WORK TO BE COMPLETED -> Each line with the word "linejoin" must appear in the answer, copied from the records.

^^^^

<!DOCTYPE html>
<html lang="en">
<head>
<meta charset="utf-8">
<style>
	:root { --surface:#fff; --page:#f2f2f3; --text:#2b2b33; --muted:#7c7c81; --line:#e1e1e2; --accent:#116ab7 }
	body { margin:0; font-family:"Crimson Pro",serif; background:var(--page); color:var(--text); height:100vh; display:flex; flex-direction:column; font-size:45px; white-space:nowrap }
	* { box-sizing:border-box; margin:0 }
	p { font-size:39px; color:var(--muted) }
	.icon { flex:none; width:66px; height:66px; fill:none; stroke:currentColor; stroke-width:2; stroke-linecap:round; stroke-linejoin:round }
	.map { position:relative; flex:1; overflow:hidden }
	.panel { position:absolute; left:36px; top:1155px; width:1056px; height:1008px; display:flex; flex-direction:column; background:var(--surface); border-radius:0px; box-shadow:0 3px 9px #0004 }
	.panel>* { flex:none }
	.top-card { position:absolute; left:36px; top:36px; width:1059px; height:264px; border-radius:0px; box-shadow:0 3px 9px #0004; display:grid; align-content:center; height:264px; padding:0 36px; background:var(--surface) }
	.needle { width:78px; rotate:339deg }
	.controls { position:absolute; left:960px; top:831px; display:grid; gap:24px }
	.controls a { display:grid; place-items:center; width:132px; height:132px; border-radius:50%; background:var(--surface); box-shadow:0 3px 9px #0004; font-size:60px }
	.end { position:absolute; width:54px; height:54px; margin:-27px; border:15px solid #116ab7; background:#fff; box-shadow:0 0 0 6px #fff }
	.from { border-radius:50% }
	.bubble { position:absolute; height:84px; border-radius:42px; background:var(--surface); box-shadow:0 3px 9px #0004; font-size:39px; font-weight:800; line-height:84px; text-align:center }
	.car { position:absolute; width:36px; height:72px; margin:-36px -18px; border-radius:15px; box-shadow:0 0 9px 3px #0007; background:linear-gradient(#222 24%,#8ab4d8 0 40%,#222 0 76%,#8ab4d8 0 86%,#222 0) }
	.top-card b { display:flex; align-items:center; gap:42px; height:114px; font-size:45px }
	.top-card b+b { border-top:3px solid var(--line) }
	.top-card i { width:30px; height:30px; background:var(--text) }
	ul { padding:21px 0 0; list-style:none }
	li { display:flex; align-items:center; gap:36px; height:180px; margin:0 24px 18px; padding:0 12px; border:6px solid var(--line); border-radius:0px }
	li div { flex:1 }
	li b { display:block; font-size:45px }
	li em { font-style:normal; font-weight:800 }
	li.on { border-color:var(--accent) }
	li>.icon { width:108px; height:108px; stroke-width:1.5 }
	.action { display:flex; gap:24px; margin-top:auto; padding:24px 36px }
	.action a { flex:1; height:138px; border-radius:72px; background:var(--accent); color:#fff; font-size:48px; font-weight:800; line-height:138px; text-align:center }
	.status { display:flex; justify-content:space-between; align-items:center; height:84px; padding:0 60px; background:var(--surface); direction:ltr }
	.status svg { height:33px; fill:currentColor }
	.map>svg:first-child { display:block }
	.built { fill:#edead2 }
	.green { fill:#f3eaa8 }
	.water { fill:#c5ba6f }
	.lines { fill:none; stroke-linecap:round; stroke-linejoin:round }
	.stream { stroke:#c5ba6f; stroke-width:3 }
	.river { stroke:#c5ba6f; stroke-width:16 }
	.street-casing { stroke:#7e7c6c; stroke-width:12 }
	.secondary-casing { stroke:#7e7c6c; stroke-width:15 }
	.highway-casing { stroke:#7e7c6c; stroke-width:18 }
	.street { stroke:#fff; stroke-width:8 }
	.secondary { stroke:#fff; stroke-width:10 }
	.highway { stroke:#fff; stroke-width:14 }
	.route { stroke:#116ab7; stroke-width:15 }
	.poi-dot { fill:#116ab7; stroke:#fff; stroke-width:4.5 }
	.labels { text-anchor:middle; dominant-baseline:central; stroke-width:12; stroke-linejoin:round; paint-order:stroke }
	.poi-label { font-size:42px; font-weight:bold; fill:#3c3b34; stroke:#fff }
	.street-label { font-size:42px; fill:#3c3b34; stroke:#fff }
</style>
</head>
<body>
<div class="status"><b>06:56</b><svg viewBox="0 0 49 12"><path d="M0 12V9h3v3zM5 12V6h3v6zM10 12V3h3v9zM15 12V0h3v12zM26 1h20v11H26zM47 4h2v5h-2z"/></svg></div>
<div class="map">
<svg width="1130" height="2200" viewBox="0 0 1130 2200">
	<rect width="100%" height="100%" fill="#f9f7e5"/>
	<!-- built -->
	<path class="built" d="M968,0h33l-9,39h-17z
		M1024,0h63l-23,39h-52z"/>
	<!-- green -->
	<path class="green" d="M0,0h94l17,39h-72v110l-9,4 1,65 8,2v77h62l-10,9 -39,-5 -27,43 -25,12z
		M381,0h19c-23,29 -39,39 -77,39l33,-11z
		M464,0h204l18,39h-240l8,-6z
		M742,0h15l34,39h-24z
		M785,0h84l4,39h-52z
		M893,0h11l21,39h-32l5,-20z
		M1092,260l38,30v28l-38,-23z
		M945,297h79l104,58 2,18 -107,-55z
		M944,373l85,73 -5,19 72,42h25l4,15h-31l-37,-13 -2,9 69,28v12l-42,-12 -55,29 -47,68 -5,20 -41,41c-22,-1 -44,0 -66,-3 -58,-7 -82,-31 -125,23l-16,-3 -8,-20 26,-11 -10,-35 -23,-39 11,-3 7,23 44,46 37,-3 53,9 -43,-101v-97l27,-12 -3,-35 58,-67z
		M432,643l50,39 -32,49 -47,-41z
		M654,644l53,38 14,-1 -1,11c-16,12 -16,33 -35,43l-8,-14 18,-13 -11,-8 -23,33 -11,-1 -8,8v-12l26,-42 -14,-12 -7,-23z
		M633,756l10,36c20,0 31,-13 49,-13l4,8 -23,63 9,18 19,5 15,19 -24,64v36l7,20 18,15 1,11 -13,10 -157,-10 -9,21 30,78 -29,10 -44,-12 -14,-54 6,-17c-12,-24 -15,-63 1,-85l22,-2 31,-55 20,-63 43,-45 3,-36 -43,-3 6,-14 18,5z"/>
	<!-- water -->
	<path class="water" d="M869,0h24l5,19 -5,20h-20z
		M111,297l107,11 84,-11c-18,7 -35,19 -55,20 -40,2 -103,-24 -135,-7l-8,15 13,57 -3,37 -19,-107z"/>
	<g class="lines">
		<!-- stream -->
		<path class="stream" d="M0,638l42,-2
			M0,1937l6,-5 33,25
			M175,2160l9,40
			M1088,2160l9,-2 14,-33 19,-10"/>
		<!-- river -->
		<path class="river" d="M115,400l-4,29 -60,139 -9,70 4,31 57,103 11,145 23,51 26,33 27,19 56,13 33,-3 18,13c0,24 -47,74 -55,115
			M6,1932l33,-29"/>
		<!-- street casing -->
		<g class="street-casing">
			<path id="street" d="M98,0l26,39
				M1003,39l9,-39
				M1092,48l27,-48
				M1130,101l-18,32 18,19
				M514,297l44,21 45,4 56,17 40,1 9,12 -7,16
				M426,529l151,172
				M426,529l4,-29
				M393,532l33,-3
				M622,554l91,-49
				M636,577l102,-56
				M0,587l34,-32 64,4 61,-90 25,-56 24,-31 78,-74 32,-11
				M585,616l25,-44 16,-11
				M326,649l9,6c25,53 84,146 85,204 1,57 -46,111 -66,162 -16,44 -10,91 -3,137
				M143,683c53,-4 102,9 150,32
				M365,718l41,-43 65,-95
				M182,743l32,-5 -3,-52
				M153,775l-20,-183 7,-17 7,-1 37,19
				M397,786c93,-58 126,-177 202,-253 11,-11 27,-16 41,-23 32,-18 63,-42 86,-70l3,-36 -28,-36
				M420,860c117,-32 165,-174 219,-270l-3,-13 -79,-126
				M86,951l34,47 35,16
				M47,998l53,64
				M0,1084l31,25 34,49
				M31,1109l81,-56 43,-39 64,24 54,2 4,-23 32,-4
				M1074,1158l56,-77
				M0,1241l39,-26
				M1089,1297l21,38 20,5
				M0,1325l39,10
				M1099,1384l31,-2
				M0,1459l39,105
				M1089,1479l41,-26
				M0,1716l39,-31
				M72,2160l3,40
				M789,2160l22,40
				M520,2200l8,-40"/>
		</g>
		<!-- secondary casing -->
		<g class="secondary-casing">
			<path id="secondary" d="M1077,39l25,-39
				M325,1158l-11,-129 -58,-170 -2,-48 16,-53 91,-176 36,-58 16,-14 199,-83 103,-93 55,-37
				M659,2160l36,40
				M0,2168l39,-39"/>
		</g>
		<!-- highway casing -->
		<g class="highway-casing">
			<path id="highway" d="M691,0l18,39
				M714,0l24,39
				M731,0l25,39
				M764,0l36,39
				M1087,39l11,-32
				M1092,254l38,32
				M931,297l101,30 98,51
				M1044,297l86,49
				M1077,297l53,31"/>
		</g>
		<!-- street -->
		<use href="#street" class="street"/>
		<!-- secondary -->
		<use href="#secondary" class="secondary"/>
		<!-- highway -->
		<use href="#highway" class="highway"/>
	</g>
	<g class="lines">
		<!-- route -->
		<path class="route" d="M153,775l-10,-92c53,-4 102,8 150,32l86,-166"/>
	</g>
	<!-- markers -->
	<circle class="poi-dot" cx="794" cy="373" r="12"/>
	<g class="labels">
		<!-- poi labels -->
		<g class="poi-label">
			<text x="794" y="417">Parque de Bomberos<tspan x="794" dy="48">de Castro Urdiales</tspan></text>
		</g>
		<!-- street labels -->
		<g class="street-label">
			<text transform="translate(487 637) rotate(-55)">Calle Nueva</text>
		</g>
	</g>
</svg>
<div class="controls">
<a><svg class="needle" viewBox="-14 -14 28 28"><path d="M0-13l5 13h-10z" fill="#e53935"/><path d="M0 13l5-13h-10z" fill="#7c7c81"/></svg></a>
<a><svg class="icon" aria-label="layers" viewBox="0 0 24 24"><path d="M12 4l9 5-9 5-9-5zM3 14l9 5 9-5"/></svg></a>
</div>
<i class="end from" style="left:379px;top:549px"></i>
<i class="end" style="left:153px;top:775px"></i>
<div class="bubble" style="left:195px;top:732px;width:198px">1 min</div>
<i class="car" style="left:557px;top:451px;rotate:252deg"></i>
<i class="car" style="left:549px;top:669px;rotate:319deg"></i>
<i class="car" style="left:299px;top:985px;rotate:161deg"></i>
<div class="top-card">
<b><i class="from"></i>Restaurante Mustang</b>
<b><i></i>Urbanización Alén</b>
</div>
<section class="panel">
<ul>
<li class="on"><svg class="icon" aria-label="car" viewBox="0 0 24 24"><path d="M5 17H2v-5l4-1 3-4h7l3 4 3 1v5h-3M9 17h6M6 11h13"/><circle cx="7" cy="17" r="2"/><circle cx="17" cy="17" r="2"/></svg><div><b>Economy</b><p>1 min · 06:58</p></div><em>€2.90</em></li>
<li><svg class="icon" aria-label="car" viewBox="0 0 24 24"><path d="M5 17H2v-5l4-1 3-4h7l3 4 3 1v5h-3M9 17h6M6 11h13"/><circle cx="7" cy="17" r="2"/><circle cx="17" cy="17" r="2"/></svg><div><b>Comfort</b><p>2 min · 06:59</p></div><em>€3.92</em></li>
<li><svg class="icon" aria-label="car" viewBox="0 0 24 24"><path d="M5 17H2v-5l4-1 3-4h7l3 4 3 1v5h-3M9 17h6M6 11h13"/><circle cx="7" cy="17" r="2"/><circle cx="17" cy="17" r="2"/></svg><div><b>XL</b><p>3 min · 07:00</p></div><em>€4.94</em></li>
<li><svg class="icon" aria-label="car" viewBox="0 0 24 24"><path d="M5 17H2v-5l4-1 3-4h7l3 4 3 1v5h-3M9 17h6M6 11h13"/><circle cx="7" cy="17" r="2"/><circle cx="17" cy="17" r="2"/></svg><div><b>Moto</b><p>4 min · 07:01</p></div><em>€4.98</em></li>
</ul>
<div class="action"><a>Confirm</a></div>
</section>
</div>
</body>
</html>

^^^^

ANSWER SPACE ->
	.icon { flex:none; width:66px; height:66px; fill:none; stroke:currentColor; stroke-width:2; stroke-linecap:round; stroke-linejoin:round }
	.lines { fill:none; stroke-linecap:round; stroke-linejoin:round }
	.labels { text-anchor:middle; dominant-baseline:central; stroke-width:12; stroke-linejoin:round; paint-order:stroke }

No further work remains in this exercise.